HOLLYWOOD, FL—A breast cancer guideline panel of the National Comprehensive Cancer Network decided to retain in its treatment algorithm the use of bevacizumab for women with metastatic disease.
Although acknowledging pending Food and Drug Administration action to remove the recommendation for bevacizumab among women with advanced breast cancer, guideline committee chairman Robert W. Carlson, MD, Professor of Medicine at Stanford University, said he and his 26-member breast cancer panel agreed unanimously to keep listing treatment of recurrent or metastatic disease with bevacizumab, preferentially combined with paclitaxel therapy.
“The data observed in the E2100 Study really had not changed from its approval previously, and we thought that if the data were compelling two years ago, why isn‘t it compelling enough today?,” he explained.
Dr. Carlson said the NCCN panel met three times in the past six months to discuss the FDA recommendations to withdraw the indication, including a two-hour marathon conference call.
“The end result was that the panel voted unanimously that we should retain the indication for bevacizumab in combination with paclitaxel on our guideline,” he said.
The panel, which presented the guidelines here at the 16th annual NCCN Conference on Clinical Practice Guidelines & Quality Cancer Care, added a footnote to the treatment recommendations to explain its decision:
“Randomized clinical trials in metas-tatic breast cancer document that the addition of bevacizumab to some first-line or second-line chemotherapy agents modestly improves time to progression and response rates but does not improve overall survival.

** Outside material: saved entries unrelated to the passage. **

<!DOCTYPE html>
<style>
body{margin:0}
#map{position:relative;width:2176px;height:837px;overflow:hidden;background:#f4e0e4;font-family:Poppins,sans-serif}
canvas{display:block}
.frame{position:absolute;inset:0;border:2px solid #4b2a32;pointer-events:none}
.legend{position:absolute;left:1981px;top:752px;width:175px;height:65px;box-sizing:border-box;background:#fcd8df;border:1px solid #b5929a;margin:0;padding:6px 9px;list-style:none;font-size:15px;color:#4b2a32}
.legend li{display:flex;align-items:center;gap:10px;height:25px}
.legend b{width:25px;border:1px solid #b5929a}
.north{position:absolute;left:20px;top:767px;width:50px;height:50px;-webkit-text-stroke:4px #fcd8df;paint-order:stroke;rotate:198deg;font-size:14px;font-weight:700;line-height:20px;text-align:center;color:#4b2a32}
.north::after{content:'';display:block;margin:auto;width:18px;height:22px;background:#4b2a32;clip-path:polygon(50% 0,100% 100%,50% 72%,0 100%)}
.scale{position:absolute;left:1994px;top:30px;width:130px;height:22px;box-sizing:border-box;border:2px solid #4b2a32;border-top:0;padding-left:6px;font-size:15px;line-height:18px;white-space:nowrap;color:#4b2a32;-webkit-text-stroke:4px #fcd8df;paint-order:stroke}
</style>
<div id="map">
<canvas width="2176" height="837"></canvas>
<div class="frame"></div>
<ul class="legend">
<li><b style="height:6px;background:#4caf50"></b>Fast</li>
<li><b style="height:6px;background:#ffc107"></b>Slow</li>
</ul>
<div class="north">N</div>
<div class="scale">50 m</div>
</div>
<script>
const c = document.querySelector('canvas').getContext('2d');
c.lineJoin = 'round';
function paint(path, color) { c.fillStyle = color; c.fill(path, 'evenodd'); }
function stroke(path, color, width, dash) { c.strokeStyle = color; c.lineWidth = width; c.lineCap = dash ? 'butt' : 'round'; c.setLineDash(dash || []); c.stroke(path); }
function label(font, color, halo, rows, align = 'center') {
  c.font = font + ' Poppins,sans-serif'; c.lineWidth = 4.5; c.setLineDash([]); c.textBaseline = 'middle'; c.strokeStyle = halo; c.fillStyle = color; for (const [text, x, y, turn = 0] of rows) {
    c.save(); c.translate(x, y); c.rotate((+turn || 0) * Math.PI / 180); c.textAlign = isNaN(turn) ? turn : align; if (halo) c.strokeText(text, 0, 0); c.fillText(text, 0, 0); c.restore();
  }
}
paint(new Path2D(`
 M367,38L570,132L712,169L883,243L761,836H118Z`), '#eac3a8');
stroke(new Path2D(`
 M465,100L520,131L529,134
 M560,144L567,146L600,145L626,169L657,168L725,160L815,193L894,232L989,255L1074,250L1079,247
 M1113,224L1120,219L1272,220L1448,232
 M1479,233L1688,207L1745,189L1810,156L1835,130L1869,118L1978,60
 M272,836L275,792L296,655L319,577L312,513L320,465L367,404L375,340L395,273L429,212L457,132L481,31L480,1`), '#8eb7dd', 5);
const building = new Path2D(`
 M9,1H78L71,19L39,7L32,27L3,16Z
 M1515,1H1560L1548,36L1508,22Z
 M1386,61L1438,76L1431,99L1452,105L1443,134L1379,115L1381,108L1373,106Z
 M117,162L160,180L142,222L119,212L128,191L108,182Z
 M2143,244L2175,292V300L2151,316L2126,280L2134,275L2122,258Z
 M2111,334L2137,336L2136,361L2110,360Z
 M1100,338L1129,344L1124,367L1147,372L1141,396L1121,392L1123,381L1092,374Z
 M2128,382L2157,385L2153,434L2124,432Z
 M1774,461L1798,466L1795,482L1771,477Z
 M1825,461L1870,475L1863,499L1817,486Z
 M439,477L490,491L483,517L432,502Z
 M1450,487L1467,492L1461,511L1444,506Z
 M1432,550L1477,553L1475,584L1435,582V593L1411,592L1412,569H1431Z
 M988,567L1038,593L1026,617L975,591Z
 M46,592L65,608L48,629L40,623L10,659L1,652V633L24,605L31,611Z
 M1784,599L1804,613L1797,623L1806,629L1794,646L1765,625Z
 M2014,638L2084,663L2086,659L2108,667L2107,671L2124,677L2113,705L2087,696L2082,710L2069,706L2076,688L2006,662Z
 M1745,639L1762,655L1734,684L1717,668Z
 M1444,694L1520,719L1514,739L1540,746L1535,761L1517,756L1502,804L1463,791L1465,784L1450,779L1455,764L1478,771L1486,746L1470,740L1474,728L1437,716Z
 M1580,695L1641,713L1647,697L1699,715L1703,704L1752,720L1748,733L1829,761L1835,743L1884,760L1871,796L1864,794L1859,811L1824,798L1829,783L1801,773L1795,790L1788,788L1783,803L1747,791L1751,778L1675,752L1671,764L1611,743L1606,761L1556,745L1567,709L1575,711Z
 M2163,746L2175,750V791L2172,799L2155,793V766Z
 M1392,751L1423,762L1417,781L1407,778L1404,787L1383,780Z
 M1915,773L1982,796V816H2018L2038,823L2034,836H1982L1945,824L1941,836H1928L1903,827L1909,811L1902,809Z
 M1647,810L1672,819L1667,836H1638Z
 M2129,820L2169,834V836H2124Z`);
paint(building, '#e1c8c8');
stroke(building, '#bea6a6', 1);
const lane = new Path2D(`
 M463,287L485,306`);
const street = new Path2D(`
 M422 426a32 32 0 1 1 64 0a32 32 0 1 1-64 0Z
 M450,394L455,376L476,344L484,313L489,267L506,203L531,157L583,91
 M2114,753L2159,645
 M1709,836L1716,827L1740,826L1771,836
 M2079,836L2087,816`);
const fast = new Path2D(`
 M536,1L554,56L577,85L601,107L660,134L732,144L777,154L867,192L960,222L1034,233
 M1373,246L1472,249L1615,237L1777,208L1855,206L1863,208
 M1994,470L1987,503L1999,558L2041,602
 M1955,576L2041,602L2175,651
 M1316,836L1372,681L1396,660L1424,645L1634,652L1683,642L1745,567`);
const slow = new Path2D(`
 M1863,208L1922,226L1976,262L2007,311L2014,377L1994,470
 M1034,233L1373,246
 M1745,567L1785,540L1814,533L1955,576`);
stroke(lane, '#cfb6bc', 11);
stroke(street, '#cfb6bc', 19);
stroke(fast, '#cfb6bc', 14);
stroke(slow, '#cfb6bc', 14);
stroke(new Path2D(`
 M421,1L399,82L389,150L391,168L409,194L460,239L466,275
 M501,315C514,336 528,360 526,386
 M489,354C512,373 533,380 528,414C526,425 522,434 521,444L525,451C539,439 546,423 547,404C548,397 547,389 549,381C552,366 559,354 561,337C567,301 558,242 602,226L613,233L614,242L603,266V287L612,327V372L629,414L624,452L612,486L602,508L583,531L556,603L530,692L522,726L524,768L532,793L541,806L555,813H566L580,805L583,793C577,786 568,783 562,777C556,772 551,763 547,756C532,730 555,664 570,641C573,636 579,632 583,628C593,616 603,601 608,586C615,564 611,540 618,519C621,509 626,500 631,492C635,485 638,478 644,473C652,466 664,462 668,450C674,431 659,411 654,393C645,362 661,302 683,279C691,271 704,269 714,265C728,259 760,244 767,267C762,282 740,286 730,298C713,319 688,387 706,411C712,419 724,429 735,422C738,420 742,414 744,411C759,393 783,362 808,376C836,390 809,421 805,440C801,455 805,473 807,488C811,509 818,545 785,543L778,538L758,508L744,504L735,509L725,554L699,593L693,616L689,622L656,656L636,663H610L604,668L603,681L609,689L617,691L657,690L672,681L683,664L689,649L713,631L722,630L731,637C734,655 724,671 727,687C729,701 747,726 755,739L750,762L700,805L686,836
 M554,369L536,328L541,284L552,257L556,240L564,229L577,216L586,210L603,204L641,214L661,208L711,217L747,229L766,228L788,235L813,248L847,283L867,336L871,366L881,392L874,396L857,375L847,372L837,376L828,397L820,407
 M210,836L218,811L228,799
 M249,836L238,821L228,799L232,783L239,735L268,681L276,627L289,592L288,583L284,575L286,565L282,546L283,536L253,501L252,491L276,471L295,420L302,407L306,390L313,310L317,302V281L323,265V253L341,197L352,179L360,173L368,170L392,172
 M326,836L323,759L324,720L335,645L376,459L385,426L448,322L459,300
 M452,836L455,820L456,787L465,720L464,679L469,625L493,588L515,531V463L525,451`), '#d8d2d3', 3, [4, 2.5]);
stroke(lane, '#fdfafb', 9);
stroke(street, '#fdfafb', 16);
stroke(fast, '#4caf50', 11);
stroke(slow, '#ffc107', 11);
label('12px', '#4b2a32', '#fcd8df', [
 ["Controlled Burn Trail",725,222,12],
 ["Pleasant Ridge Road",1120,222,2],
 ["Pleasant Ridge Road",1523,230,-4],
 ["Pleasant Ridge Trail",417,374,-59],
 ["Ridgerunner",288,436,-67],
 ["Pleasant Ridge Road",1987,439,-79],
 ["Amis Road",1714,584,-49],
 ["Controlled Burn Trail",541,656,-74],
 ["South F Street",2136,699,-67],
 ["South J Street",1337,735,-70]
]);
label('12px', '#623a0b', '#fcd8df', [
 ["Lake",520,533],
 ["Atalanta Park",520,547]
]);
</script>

The time to progression impact may vary among cytotoxic agents and appears greatest with bevacizumab in combination with weekly paclitaxel.”
Asked for his opinion, Len Lichtenfeld, MD, Deputy Chief Medical Officer for the American Cancer Society, said, “The panel appeared to dismiss the toxicity issue of bevacizumab, although that‘s what the FDA believes is important. The FDA is questioning the value of progression-free survival if there is no overall benefit in overall survival. There are toxicities with bevacizumab.”
Dr. Lichtenfeld noted, however, that there are clearly women who benefit greatly from bevacizumab therapy, but that the challenge is how to identify which women will have the greatest benefit from the drug.
Other Breast Cancer Recommendations
In other recommendation by the breast cancer panel, Dr. Carlson said the group:
* Added eribulin mesylate as one of the possible treatments for recurrent or metastatic breast cancer.
* Added denosumab as an optional treatment for the prevention of skeletal-related events in breast cancer patients with bone metastases.
* Encourages the determination of estrogen receptor, progesterone receptor, and HER2 receptor status in metastatic disease.
* Remained silent on the issue of testing for the breast cancer biomarker CYP2D6 and its possible impact on tamoxifen. Dr. Carlson said that the panel‘s decision not to mention the biomarker could be interpreted as a suggestion “not to do it.”